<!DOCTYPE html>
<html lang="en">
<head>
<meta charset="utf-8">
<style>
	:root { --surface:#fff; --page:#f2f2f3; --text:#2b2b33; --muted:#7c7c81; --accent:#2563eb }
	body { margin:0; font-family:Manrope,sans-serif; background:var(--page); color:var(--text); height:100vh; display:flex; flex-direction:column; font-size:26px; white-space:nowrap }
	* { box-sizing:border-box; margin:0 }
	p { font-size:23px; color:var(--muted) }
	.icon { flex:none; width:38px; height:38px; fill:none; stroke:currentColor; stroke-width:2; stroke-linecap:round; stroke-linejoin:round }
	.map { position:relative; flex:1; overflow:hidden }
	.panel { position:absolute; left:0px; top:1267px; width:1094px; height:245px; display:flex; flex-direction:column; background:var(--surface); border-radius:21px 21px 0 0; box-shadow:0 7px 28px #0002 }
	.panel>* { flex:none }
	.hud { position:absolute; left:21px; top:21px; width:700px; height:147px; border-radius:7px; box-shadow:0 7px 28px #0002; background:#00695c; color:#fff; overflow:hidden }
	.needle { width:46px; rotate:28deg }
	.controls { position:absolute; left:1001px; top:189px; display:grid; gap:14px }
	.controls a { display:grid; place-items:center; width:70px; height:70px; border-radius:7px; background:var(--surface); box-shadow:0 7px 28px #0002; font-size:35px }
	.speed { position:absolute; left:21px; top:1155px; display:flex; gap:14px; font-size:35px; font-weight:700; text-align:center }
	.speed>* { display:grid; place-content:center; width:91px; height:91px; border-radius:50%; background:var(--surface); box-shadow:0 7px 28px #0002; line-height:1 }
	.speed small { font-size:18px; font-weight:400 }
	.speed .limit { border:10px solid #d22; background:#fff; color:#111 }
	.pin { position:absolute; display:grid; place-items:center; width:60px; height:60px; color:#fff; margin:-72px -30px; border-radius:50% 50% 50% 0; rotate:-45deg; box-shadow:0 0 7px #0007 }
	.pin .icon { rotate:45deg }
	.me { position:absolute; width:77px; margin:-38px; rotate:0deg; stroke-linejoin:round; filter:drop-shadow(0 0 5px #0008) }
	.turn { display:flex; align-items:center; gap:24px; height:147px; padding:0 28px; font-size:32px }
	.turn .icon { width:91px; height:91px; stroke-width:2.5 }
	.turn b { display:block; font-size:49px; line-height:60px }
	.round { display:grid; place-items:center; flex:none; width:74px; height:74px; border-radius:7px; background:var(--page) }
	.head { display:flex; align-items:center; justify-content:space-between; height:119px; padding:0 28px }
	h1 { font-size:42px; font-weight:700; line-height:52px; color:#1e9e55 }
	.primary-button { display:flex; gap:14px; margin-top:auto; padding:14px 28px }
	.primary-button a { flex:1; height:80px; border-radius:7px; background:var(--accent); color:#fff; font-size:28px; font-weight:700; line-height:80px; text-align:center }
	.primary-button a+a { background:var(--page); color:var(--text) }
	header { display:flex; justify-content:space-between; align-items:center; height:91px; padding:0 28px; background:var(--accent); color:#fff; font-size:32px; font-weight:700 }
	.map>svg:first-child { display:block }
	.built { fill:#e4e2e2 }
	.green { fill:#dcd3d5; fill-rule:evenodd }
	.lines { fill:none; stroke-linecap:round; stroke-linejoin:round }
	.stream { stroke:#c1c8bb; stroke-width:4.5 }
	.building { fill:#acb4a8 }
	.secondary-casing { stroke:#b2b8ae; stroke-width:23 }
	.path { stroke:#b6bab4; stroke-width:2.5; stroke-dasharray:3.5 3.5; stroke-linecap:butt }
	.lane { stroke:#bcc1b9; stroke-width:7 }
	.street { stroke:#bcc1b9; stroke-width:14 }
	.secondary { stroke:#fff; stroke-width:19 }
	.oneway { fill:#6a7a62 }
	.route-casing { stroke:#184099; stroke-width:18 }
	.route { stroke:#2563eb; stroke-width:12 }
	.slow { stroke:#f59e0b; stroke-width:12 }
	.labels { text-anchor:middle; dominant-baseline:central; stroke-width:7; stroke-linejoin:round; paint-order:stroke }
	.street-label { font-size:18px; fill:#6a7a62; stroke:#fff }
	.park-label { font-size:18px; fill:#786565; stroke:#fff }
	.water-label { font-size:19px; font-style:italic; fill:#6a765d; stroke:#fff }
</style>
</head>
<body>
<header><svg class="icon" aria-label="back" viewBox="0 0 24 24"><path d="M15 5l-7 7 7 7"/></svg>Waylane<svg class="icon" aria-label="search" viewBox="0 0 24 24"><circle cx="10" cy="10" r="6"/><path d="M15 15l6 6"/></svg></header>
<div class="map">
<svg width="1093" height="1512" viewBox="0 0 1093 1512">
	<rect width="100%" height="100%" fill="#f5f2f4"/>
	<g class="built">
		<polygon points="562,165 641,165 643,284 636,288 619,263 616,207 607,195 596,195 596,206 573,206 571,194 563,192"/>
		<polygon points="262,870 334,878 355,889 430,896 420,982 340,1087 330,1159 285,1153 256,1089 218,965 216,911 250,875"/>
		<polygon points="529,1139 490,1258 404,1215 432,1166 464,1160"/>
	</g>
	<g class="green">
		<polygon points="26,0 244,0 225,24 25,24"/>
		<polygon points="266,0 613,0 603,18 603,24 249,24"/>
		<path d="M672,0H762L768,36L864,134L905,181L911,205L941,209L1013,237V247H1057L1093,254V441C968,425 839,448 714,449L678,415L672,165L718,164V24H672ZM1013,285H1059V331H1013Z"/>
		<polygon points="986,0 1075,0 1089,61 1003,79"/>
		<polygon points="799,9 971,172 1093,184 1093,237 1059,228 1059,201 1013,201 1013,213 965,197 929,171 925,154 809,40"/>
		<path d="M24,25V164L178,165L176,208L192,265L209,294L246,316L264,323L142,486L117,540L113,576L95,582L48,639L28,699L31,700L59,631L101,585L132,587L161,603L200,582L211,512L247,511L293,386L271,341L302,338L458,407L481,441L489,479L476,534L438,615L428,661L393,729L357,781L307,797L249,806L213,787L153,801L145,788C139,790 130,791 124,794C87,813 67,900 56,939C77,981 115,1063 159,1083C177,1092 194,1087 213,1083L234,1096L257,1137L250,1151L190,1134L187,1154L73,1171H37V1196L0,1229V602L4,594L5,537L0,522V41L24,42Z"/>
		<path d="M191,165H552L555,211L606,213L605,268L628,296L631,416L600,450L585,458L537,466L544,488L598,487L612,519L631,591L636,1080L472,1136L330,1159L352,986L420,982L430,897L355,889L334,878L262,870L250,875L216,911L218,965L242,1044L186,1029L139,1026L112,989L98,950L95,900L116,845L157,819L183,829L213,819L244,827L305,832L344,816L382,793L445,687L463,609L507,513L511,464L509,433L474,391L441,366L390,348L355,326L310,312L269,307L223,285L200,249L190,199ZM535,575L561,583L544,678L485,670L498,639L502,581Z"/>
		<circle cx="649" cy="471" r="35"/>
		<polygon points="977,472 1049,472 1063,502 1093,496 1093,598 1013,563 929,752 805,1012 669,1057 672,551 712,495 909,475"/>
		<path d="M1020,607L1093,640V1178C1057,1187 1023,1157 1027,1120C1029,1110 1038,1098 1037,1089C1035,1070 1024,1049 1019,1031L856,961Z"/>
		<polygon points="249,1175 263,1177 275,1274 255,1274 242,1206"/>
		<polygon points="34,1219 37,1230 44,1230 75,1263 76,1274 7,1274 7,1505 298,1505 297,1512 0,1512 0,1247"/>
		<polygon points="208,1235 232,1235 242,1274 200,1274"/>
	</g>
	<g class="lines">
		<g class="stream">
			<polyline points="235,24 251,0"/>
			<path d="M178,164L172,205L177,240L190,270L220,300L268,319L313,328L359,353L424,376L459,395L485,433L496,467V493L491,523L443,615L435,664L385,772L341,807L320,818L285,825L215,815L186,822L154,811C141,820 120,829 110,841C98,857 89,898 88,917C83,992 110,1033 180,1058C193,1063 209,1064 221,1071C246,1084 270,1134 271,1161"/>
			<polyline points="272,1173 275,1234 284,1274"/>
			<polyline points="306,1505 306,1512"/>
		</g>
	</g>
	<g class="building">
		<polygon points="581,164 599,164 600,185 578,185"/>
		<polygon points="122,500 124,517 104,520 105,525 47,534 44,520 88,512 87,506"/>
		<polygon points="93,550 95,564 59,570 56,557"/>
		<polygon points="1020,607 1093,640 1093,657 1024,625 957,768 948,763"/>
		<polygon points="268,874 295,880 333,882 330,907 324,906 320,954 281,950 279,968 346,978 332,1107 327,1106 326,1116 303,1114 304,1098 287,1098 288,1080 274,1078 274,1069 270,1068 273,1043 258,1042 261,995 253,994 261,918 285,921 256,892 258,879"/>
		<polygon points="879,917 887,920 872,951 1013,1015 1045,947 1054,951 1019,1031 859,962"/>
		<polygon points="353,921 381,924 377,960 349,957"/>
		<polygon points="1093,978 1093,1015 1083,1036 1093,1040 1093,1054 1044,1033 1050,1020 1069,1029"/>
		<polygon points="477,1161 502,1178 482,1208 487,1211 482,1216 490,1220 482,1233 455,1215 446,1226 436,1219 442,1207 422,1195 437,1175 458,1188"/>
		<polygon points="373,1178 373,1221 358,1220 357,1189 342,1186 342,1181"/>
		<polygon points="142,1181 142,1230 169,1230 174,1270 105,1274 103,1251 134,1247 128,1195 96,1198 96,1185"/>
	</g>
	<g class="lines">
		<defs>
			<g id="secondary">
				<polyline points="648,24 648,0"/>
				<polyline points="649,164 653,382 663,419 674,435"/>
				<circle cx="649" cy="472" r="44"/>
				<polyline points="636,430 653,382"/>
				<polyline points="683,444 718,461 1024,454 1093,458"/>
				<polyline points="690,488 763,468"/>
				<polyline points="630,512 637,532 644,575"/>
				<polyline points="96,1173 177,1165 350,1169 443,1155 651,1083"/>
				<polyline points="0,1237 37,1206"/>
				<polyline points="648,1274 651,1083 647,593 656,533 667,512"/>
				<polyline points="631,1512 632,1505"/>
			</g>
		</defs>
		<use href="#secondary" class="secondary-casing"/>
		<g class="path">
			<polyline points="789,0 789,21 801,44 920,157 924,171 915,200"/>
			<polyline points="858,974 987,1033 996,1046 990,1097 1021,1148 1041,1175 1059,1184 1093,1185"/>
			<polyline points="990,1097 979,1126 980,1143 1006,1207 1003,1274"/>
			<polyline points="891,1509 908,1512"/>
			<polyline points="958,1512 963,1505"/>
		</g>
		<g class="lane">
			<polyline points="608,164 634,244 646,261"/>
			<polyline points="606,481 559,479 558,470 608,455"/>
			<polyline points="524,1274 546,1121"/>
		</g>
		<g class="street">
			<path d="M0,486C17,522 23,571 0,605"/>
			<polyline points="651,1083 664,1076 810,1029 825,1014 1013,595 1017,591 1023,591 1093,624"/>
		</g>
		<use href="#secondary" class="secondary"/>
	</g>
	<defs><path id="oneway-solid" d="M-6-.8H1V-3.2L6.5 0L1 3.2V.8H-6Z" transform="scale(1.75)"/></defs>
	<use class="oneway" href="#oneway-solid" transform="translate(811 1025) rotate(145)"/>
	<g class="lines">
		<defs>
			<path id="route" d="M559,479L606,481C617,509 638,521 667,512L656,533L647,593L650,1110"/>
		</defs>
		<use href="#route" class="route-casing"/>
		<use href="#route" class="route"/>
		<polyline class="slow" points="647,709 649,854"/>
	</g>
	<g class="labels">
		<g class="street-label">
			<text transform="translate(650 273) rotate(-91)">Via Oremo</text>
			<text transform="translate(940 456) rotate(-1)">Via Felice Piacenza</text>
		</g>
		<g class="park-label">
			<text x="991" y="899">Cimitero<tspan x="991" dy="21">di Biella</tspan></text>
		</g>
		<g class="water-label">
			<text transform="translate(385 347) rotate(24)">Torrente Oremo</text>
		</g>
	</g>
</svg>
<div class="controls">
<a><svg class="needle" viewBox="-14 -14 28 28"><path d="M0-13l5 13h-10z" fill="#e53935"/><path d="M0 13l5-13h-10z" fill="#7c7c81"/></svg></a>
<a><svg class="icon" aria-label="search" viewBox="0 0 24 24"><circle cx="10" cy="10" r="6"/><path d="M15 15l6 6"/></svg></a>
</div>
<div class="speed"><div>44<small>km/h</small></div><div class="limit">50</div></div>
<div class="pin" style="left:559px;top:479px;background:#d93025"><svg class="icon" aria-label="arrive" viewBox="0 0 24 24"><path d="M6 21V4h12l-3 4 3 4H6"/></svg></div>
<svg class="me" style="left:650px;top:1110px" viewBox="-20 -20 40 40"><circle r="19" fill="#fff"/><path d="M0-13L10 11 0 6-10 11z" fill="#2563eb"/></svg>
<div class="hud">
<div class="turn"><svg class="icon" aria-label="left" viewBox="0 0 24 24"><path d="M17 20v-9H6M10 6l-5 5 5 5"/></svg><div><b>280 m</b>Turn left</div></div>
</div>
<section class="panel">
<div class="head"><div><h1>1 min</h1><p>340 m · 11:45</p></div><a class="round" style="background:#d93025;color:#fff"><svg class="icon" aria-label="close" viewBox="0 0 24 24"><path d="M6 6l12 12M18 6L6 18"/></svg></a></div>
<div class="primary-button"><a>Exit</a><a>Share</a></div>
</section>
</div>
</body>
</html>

━━━

Look over the listing. Pull out every line with the string "accent" in it.

	:root { --surface:#fff; --page:#f2f2f3; --text:#2b2b33; --muted:#7c7c81; --accent:#2563eb }
	.primary-button a { flex:1; height:80px; border-radius:7px; background:var(--accent); color:#fff; font-size:28px; font-weight:700; line-height:80px; text-align:center }
	header { display:flex; justify-content:space-between; align-items:center; height:91px; padding:0 28px; background:var(--accent); color:#fff; font-size:32px; font-weight:700 }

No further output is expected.